Unknown:So, like you, I was a child of trauma, and I think my story is somewhat hard to hear. So for people who don't need that energy, just know that it's a little difficult to hear. So I actually lost my father when I was a young child. My father had very severe heart disease, so I witnessed many heart attacks, many emergencies. When I was 16, I actually performed CPR on my father, and he did not make it so and when I was 16, it was way before anyone was talking about trauma, so I developed PTSD. But I had no idea that there was anything called PTSD, so I thought I was mentally ill. I thought that I was hearing, you know, hearing voices that no one could hear, and seeing things no one else could see. Not a good sign for your mental health, even when you're not a mental health professional. You kind of know that as a kid, yes. So I was sort of suffering in silence with my PTSD, but on the surface, I looked fine as a kid. I was getting great grades. I was involved in extracurriculars, you know, in college, I was, you know, I was holding down a job while going to college. And, you know, dual majoring looked fine, but I knew that I had PTSD, and then I became a mom, and I realized that my trauma is going like my damage is going to damage my kids unless I do something about it. Yeah, that's what became the
Dr Almitra Berry:book, wow, wow. You know, I recently read, well, I guess that's recently. Now it's been a couple of years, a book called my grandmother's hands. I don't know if you've heard it before, but it was where I was introduced to understanding that trauma is literally transmitted through the womb and passed down from generation to generation. And the studies that were done on descendants of Holocaust victims, on African Americans who are descended from from enslaved peoples, and how that trauma, even though it may not have happened to us specifically, but our responses to it have been transmitted. So it just, you know, I, I one, I, I applaud and feel your story. My childhood trauma was also with my father, but, you know, slightly different, but I think, much like you and I didn't become a therapist, but I understood at some point in time that that was messing with my head in ways that I didn't understand. And you know, like you an excellent student and doing well. I was partying a lot in college, but I managed to finish on time. Still. It's like, had a lot of fun, but I still finished on time High School. I was a great student.
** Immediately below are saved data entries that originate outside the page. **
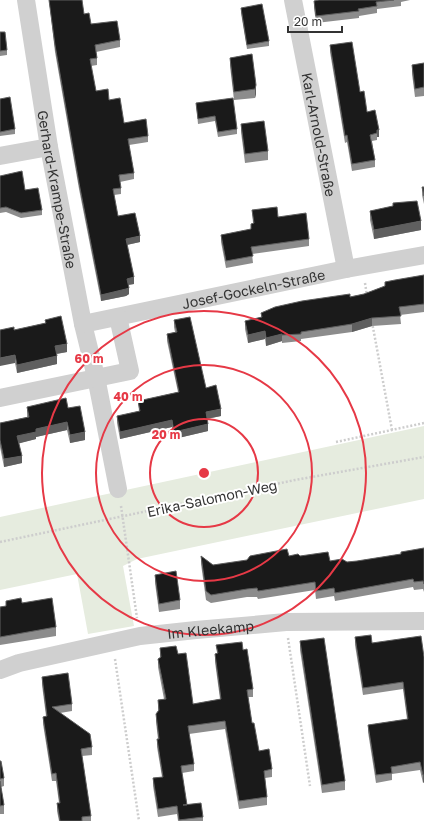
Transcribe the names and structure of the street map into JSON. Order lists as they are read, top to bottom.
{
  "streets": {
    "street": [
      "Karl-Arnold-Straße",
      "Gerhard-Krampe-Straße",
      "Josef-Gockeln-Straße",
      "Im Kleekamp"
    ],
    "path": ["Erika-Salomon-Weg"]
  },
  "crossings": [
    ["Karl-Arnold-Straße", "Josef-Gockeln-Straße"],
    ["Gerhard-Krampe-Straße", "Josef-Gockeln-Straße"]
  ],
  "scale_bar": "20 m",
  "rings": ["60 m", "40 m", "20 m"]
}
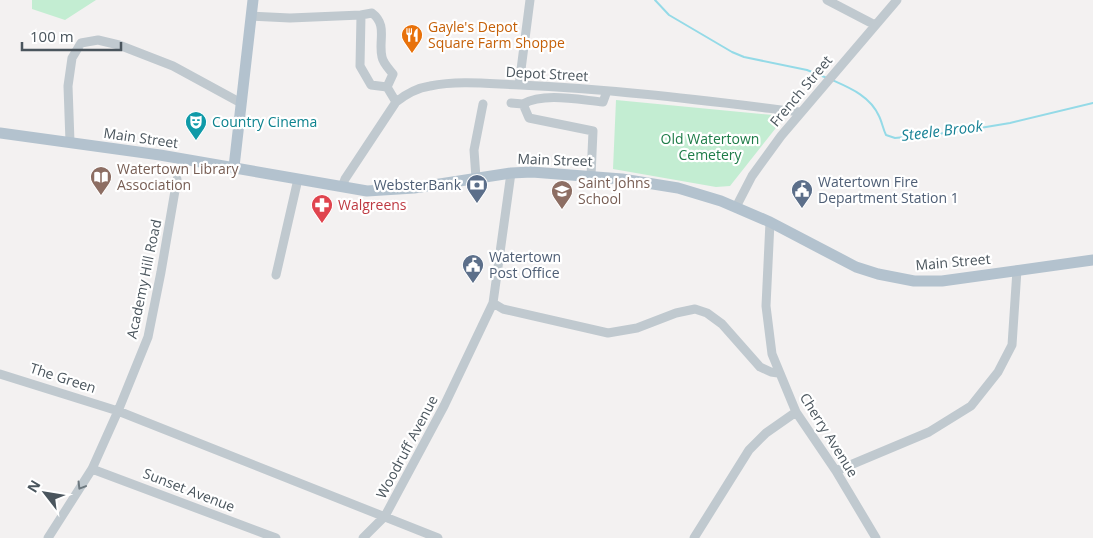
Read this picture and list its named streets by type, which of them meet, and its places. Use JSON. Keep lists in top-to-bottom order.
{
  "streets": {
    "main road": ["Main Street"],
    "street": [
      "Depot Street",
      "French Street",
      "Academy Hill Road",
      "The Green",
      "Cherry Avenue",
      "Woodruff Avenue",
      "Sunset Avenue"
    ]
  },
  "crossings": [
    ["Depot Street", "French Street"],
    ["Depot Street", "Main Street"],
    ["French Street", "Main Street"],
    ["Main Street", "Cherry Avenue"],
    ["Main Street", "Woodruff Avenue"],
    ["Academy Hill Road", "The Green"],
    ["Academy Hill Road", "Woodruff Avenue"],
    ["Academy Hill Road", "Sunset Avenue"],
    ["The Green", "Woodruff Avenue"]
  ],
  "water": ["Steele Brook"],
  "parks": ["Old Watertown Cemetery"],
  "places": {
    "restaurant": ["Gayle's Depot Square Farm Shoppe"],
    "theatre": ["Country Cinema"],
    "library": ["Watertown Library Association"],
    "bank": ["WebsterBank"],
    "public building": ["Watertown Fire Department Station 1", "Watertown Post Office"],
    "school or university": ["Saint Johns School"],
    "pharmacy": ["Walgreens"]
  },
  "scale_bar": "100 m",
  "north": "top left"
}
Unknown:Oh, 21 again, right?
Dr Almitra Berry:Well, only if I also have the knowledge about life in the world that I do. Now what I want to be 21 again, yeah, 21 but with with with wisdom would be great. I want to talk about understanding childhood trauma in terms of how it impacts or affects a developing mind and maybe some impacts on behavior, either short term or long term. What can you share?
Unknown:So first of all, trauma is any experience that's too big for your brain to metabolize, because people very often get hung up on like, what is the technical definition? Is that traumatic? If your brain couldn't metabolize it, then that was trauma. And I think it's important to know that, because very often trauma is not necessarily what happened to you. It's what didn't happen for you, and for me, for example, being having a very ill father made me different than the other children in my class, and it made me very dissociated. It made me very cerebral, and that made me a target for bullies, right? And when my father was very ill, the other children didn't know how to talk to me. They didn't they were uncomfortable. And when kids are uncomfortable, they just kind of edit you out of existence, which makes you a bigger target for bullies. And I can't say necessarily that losing my father was more or less traumatic than being bullied, right? They both were traumatic. They opened the door to each other in many ways. So it's important, because sometimes people talk about this myth of, like, big T versus little T trauma, and I think that that's a that's such a fallacy to think about if something was too big for you to metabolize or traumatized, I would rather think of like ACS, right, adverse childhood experiences, the famous study where we talk about like, having a parent be incarcerated, having a parent die, you know, having living in poverty, living in a dangerous neighborhood, and then there's secret ACSs, the things that people might not know about you or your family, being parented by a functional alcoholic, being parented very harshly, living in a home where there's food insecurity, but they're kind of making it on the surface right, where no one would know Right. No one knows right, right,
Dr Almitra Berry:unless you
Unknown:tell until, yeah, wow.
Dr Almitra Berry:I love your definition. I want to state that again, trauma is anything that your brain cannot metabolize. Yeah. I think that that so simplifies something that I never really you know, it's like I understood I was traumatized, but I didn't understand that until I was an adult. But I couldn't tell you what that meant, other than to know that there were things that were said when I was a child, I mean, and so I mean such minor things that people probably didn't think anything about, and they weren't microaggressions. But if someone would ask me, so what does your father do? Right? Then you have a father, you know, and that that, while that's much more common in the 2000s in the current century, I can tell you that in ninth in the 1970s I was really abnormal, right? Everybody had two parents at home, but I didn't, and why? You know that someone would ask that question, and I would just cry right there. I just, I couldn't do it. I couldn't go to a funeral until I was 40 something again, right? So processing, thank you. It's like I've had a free therapy session. I love it, even though I've had plenty of therapy and as an adult, in coming to grips with what all of that was. So when our kids it could be something that's very minor, right? That traumatized could just because their brains can't handle it,
Unknown:yeah, and that's important, because it's not necessarily what happens, right? It's who it happens to and how it lands that really matters.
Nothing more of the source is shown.